Citizenship Documentation. Under current law, U.S. citizens and nationals
must present documentation that proves citizenship and documents personal identity in
order for states to receive federal Medicaid reimbursement for services provided to them.
H.R. 976 as vetoed would modify existing Medicaid citizenship documentation rules
(e.g., by requiring additional documentation options for federally recognized Indian tribes
and specifying the reasonable opportunity period for individuals who are required to
present documentation). It would also provide a new option for states to meet Medicaid
citizenship documentation requirements through name and Social Security number (SSN)

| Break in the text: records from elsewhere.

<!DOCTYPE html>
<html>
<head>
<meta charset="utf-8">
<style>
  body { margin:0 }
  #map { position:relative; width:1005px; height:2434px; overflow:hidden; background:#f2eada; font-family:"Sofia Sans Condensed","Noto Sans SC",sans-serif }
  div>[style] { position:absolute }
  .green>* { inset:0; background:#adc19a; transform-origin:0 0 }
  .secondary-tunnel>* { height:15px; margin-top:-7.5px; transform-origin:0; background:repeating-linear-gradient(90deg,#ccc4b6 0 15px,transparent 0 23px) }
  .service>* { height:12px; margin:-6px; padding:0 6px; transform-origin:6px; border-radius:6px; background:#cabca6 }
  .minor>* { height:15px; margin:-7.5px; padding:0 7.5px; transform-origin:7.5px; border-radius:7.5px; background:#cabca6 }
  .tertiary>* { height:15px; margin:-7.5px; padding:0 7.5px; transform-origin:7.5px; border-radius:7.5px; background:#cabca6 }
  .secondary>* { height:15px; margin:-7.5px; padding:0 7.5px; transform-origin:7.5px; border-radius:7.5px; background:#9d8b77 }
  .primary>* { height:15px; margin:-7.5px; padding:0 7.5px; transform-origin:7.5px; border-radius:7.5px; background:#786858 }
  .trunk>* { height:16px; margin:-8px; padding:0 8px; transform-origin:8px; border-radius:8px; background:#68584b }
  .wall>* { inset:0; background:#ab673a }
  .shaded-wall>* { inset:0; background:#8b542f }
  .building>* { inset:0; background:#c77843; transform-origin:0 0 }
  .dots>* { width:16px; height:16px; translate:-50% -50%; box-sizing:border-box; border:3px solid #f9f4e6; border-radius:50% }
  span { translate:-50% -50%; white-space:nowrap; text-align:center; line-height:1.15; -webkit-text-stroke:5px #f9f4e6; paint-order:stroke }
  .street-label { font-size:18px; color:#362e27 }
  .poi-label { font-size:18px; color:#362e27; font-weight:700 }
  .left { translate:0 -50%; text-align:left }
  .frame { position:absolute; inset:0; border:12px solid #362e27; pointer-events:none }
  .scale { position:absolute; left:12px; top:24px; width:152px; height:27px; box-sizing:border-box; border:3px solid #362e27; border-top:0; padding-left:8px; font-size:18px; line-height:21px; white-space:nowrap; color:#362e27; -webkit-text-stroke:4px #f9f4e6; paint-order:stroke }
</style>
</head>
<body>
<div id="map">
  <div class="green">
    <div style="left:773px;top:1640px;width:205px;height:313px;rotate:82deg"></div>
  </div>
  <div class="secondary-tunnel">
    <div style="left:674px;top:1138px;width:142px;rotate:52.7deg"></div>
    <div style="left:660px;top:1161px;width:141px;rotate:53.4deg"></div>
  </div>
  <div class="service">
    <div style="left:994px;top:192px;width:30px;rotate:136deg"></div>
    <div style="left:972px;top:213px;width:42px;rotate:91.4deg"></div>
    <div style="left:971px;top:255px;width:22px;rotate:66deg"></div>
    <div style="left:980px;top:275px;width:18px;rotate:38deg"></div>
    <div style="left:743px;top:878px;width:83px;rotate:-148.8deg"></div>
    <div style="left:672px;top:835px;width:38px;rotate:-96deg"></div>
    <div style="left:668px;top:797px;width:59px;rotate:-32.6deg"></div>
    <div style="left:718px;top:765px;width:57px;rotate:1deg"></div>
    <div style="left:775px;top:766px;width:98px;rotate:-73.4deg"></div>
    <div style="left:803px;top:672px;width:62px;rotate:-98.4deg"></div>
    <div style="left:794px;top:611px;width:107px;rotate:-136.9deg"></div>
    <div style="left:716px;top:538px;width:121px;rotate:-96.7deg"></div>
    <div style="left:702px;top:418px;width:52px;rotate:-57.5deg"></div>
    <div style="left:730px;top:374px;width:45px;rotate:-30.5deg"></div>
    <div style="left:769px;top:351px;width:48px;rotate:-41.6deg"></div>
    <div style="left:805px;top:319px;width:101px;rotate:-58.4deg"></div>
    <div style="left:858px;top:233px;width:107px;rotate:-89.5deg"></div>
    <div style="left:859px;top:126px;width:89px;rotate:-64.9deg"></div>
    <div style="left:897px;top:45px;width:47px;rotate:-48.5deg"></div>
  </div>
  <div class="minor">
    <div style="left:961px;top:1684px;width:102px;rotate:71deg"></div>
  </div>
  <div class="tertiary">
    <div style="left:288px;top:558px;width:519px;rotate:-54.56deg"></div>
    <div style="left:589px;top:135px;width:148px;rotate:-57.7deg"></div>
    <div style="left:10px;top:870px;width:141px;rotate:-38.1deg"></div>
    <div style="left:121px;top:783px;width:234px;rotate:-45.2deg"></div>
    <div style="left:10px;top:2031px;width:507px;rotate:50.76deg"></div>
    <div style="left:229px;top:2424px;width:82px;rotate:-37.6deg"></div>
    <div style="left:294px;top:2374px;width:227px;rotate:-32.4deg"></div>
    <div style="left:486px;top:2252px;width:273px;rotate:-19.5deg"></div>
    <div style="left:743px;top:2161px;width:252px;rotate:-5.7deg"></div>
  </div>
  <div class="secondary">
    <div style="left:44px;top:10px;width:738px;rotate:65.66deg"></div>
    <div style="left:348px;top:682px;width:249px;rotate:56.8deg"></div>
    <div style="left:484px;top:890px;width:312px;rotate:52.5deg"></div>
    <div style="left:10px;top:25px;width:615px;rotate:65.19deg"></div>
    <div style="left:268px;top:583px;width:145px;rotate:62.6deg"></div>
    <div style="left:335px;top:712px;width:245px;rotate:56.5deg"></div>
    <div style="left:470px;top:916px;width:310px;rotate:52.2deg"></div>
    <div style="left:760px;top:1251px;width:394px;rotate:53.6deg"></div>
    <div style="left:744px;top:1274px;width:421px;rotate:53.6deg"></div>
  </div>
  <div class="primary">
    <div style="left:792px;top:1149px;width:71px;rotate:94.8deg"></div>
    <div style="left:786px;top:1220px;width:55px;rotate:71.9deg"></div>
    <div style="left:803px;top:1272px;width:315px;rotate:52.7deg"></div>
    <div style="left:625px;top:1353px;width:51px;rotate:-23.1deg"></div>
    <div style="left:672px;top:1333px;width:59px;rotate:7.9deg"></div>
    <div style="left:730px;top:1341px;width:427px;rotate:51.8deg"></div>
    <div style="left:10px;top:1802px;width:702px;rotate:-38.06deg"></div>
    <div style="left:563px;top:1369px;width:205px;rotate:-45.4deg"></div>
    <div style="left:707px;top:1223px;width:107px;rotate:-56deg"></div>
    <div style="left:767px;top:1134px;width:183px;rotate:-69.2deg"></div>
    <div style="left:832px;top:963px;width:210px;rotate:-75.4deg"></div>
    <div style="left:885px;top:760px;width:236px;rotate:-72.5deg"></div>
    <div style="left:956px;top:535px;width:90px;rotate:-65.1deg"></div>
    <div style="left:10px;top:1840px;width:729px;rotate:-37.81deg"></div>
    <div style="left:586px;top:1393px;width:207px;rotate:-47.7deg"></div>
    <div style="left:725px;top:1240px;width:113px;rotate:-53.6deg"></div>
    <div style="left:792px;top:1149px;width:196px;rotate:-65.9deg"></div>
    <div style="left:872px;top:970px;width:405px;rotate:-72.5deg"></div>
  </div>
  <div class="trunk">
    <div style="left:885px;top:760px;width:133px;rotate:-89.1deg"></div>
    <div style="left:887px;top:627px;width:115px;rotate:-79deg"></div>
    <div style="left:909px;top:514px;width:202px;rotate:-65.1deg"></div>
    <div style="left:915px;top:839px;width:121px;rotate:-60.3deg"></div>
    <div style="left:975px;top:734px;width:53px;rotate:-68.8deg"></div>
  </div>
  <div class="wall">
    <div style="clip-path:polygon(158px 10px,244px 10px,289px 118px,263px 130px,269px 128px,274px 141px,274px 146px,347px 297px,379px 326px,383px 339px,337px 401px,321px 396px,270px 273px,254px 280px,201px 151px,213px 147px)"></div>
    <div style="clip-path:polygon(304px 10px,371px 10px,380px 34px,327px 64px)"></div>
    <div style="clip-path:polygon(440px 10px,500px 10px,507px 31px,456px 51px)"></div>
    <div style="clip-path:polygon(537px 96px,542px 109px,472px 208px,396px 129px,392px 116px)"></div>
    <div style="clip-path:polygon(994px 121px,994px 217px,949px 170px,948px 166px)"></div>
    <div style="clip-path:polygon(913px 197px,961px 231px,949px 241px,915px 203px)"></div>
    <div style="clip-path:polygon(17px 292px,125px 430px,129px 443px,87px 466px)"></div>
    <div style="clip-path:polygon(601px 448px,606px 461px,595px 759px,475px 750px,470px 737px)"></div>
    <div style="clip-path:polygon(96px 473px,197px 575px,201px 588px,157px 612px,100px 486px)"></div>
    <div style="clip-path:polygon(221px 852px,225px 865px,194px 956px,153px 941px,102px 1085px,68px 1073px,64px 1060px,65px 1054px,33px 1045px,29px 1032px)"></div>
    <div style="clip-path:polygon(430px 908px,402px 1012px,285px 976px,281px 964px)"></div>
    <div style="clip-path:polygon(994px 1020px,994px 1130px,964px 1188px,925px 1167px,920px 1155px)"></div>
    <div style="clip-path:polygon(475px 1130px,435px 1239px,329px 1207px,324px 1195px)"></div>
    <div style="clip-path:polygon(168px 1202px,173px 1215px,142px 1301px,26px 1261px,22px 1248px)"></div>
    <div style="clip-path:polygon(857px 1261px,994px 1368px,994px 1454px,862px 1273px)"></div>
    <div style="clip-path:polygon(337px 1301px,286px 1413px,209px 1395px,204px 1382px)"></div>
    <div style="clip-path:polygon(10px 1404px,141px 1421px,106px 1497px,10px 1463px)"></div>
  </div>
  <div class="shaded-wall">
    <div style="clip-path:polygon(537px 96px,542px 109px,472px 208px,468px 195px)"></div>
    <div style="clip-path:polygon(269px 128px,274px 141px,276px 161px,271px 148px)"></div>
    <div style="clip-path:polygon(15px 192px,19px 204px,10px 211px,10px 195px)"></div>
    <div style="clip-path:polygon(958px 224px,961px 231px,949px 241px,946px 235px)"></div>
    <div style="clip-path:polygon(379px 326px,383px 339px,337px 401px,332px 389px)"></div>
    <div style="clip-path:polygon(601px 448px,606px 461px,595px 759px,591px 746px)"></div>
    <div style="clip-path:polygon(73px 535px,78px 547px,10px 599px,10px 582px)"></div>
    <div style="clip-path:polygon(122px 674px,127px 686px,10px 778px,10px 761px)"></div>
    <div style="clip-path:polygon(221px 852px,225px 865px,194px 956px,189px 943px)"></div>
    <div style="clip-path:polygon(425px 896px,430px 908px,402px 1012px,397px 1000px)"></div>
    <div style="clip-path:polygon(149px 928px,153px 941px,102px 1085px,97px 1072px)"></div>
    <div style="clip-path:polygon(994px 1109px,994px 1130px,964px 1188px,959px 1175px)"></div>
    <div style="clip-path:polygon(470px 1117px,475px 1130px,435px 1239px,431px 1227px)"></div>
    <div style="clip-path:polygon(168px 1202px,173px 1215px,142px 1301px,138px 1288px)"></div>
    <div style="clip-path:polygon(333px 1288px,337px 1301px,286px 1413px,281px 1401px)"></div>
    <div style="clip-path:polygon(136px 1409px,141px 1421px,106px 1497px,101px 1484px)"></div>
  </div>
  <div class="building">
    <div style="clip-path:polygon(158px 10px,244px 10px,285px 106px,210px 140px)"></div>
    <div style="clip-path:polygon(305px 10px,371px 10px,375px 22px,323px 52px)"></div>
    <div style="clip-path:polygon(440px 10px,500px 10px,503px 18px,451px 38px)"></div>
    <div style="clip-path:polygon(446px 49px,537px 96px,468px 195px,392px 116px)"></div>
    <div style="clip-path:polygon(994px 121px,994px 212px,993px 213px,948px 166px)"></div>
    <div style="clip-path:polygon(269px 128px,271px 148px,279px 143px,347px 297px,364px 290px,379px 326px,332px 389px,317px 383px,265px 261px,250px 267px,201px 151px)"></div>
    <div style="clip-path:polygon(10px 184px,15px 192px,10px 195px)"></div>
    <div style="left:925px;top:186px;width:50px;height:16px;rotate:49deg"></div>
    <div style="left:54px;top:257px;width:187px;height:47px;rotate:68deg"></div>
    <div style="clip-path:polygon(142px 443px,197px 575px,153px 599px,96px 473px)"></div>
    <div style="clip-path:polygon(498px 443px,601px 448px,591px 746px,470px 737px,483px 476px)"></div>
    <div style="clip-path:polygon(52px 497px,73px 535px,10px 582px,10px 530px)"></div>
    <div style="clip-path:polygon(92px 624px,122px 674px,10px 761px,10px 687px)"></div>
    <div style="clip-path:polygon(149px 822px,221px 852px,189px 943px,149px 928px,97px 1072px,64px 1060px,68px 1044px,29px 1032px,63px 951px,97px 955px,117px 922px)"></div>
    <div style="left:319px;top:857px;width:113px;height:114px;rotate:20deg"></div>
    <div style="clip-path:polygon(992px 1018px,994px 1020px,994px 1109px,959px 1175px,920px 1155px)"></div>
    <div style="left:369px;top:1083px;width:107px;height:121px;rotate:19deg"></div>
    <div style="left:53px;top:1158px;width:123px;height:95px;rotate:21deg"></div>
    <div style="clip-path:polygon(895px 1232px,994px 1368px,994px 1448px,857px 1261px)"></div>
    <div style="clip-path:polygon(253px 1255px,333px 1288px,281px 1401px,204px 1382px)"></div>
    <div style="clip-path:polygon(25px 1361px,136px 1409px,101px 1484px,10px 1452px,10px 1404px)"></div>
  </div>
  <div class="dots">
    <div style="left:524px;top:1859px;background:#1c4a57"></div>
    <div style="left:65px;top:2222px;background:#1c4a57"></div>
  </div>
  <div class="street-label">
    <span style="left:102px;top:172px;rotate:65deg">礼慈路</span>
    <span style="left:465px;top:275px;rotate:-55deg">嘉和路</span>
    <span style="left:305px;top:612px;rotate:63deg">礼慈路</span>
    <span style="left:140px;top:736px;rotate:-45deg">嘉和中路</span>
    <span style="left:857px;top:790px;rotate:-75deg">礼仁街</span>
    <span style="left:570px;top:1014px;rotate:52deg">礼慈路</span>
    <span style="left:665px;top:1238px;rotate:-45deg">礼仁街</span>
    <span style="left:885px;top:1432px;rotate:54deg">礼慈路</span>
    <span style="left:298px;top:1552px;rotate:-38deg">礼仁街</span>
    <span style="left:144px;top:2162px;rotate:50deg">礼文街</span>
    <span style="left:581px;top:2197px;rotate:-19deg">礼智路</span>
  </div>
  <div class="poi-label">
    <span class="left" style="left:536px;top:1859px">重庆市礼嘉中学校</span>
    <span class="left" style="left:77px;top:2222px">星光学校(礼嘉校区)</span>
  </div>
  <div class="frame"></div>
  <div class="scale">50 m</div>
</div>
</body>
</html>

validation, make citizenship documentation a requirement for SCHIP, and provide an
enhanced match for certain administrative costs. H.R. 3963 would include the same
changes, except that (1) the name and SSN option for citizenship documentation would
determine whether an individual’s name or SSN, or declaration of citizenship or
nationality, is inconsistent with information in the records maintained by the
Commissioner of Social Security; and (2) $5 million would be appropriated to carry out
the Commissioner’s citizenship documentation responsibilities. (H.R. 976 as vetoed
would require name and SSN validation only. SSNs by themselves do not denote
citizenship, because certain noncitizens are eligible for them.)
Premium Assistance
Both bills would allow states to offer a premium assistance subsidy for qualified
employer sponsored coverage to all targeted low-income children who are eligible for
child health assistance and have access to such coverage, or to parents of targeted low-
income children. The bills would also allow states to offer a premium assistance subsidy
for qualified employer sponsored coverage (ESI) to Medicaid-eligible children and/or
parents of Medicaid-eligible children where the family has access to ESI coverage (H.R.
3963 includes language to ensure that Medicaid premium assistance programs coordinate
with premium assistance programs offered under this provision). In addition, both bills
specify that family participation in premium assistance programs would be optional.
Payments
In mid-August and early September, the Administration issued proposed rules to
restrict Medicaid coverage or payments for rehabilitation services and certain school-
based services. The vetoed H.R. 976 would prohibit the Secretary of HHS from taking
any actions (including through regulation) to restrict Medicaid coverage or payment for
rehabilitation and school-based services if such actions are more restrictive in any aspect
than those applied to such coverage or payments as of July 1, 2007. Under H.R. 976 this
prohibition would have been in effect until May 28, 2008. H.R. 3963 would change this
moratorium date from May 28, 2008 to January 1, 2010.